Smoking. The one vice he actually *called* a vice. God. I hope he didn't spend his last days in one of those stupid tents, with the oxygen hookup and the painkiller on tap sucked through a tube. He thrived on his own pain, relished it; wallowed in it like a warm bath. To deny him that crucial little bit of comfort would have been damned cruel.
You don't want to know how I feel, but I'm going to tell you anyway. I feel cheated. I feel scammed. I feel pickpocketed. I wanted to ask him things. Wasn't that my right? I want to know if he had trouble sitting through songs and movies and magazines with their posters of airbrushed happy families without screaming; I want to know if he thinks I grew up strong or pretty or wise; I want to hear his version of what happened on That Day and see his face as he tells it.
I want to know what he told himself. I want to know where the other half of my story is.
No, I'm not going to the wake. I don't want to see it. The snapshot I imprinted in my brain has no wrinkles etched into it, no creaky knees or sagging jowls or wispery old-man farts. No spare tire around the midsection, no reddish spots of age, no disappearing hairline. Just razor stubble that tickled, and a strong back for carrying, and eyes of washed-out blue.
There's no wake for those. They've already been burned and buried, long ago.
And you: in my picture you have chipmunk cheeks and chicken-fluff blond hair, and a little bit of spittle leftover from a baggy full of Cheerios. Even if my last sighting of you was dated just yesterday, I will still miss that baby. Just as I will remember the washed-out blue and revere him and maybe even love him but I will still hate that old man.

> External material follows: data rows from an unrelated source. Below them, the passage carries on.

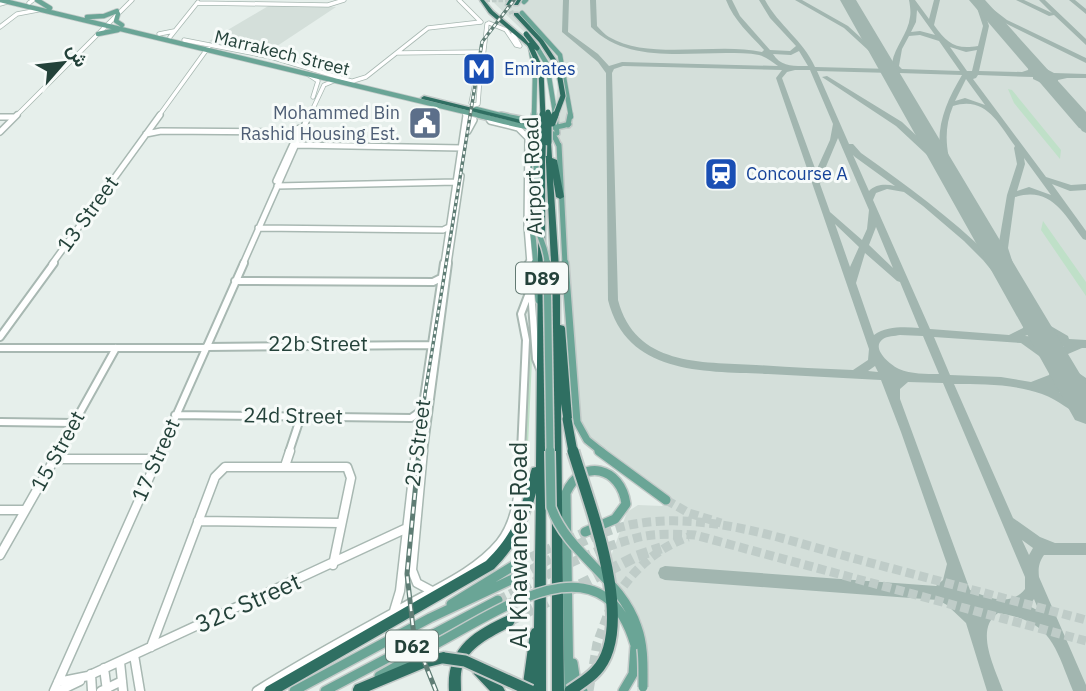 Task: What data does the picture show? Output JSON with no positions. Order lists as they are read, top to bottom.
{
  "streets": {
    "highway": ["Airport Road", "D89", "Al Khawaneej Road"],
    "main road": ["Marrakech Street", "D62"],
    "street": [
      "13 Street",
      "22b Street",
      "24d Street",
      "25 Street",
      "15 Street",
      "17 Street",
      "32c Street"
    ]
  },
  "crossings": [
    ["Marrakech Street", "Airport Road"],
    ["Marrakech Street", "13 Street"],
    ["Marrakech Street", "25 Street"],
    ["Airport Road", "Al Khawaneej Road"],
    ["22b Street", "25 Street"],
    ["22b Street", "15 Street"],
    ["22b Street", "17 Street"],
    ["24d Street", "17 Street"],
    ["25 Street", "32c Street"],
    ["17 Street", "32c Street"]
  ],
  "places": {
    "metro station": ["Emirates"],
    "public building": ["Mohammed Bin Rashid Housing Est."],
    "station": ["Concourse A"]
  },
  "north": "top right"
}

Did he cry afterwards? Did he shut himself up inside? Did he refuse to say my name? I know how that feels, too, to throw away a match not because it's useless but because once upon a time it held a fire.
No, really, it's all right. I would've done the same thing. In fact, I almost did.
Because I was the one who forgot.
A child's mind can't help but scab over the bad parts. That's what my shrink says, anyway.
Even now I can't see the faces of the most critical players; they're all fuzzy and smeared and steam-wrinkled. I see myself, and you, and a highchair being shoved back and forth between two sets of strong hands.
I see dishes being broken, and sometimes I even dream about the murmured screams. But not them. Not those two about to decide who was whose and who went where.
Maybe I'm easy to blame, because I'm easy to remember. I remember me and you remember me, and I remember some part of me believed that if I went with her I could always come back, but if I stayed she never would.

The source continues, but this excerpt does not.